Paciente com câncer pensa em Suicídio?
Dia 10 de setembro é o Dia Mundial de Prevenção Ao Suicídio, o que promove inúmeras ações com intuito de identificar precocemente pessoas com risco de atentarem contra a própria vida. O processo de diagnóstico de câncer pode ser repleto de estigmas e fatores causadores de estresse, assim como tratamentos agressivos utilizados podem levar o paciente a danos físicos e emocionais, através de perda de partes do corpo e da auto-imagem, efeitos colaterais impactantes e mudanças irreversíveis nas atividades do dia a dia do paciente. Deste modo, não surpreende que a ocorrência de transtornos psiquiátricos nessa população esteja acima das taxas observadas da população em geral (Manjulika Das, 2019), de tal modo que a Sociedade Americana de Oncologia - ASCO - considera estresse emocional e ansiedade como sinais vitais a serem avaliados nos pacientes com câncer (Andersen et al, 2014).
Pelo menos 30% desses pacientes possuem algum transtorno psiquiátrico (com essa cifra podendo chegar até 85% em diferentes estudos) entre depressão, transtornos de ansiedade e de adaptação/ajustamento, e este é um dos fatores de risco associados a uma incidência 2 vezes maior de tentativas de suicídio, e de 2 a 13 vezes maior de morte por suicídio do que a população em geral (Wang et al, 2017).
Estudos retrospectivos recentes identificaram que o primeiro ano após o diagnóstico é o período de maior risco de tentativa e óbito por suicídio. A primeira semana pós o diagnóstico é a mais delicada, sendo o risco de morte por suicídio nesse período cerca de 13 vezes maior do que a população em geral. Muitos desses pacientes não chegam a ter real noção das possibilidades de tratamento e prognóstico, pois nem se quer tem a primeira consulta com oncologista. Conforme o tratamento avança, esse risco reduz, e após um ano fica mais próximo da população em geral, mas ainda assim 2x superior. E esse risco pode manter-se por até 25 anos (Wang et al, 2017; Robson et al, 2010).

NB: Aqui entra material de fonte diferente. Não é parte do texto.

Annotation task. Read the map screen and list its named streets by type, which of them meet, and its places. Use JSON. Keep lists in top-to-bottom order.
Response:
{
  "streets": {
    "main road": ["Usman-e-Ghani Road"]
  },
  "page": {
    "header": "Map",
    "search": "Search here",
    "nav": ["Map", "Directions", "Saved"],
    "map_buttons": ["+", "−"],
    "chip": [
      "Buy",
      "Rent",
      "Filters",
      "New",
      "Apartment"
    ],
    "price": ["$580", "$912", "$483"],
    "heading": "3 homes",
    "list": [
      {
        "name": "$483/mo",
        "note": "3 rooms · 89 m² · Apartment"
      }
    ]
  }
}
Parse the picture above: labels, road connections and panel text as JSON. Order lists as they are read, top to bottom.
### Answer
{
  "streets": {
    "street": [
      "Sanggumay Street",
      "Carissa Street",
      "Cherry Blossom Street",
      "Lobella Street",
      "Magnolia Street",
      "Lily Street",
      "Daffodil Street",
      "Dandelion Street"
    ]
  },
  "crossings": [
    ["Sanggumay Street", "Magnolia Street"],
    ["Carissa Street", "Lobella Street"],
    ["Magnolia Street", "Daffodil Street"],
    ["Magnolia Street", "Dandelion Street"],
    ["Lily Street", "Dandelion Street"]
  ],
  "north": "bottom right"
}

Além do diagnóstico, efeitos colaterais do tratamento podem afetar a disposição e o humor do paciente, inclusive com confusão entre o que é sintoma emocional e o que é efeito colateral, como períodos prolongados de astenia intensa, náuseas persistentes, inapetência, insônia, disfunção sexual e anedonia. Períodos de troca de esquema de tratamento também são associados a aumento tanto no risco de suicídio quanto na piora de transtornos psiquiátricos.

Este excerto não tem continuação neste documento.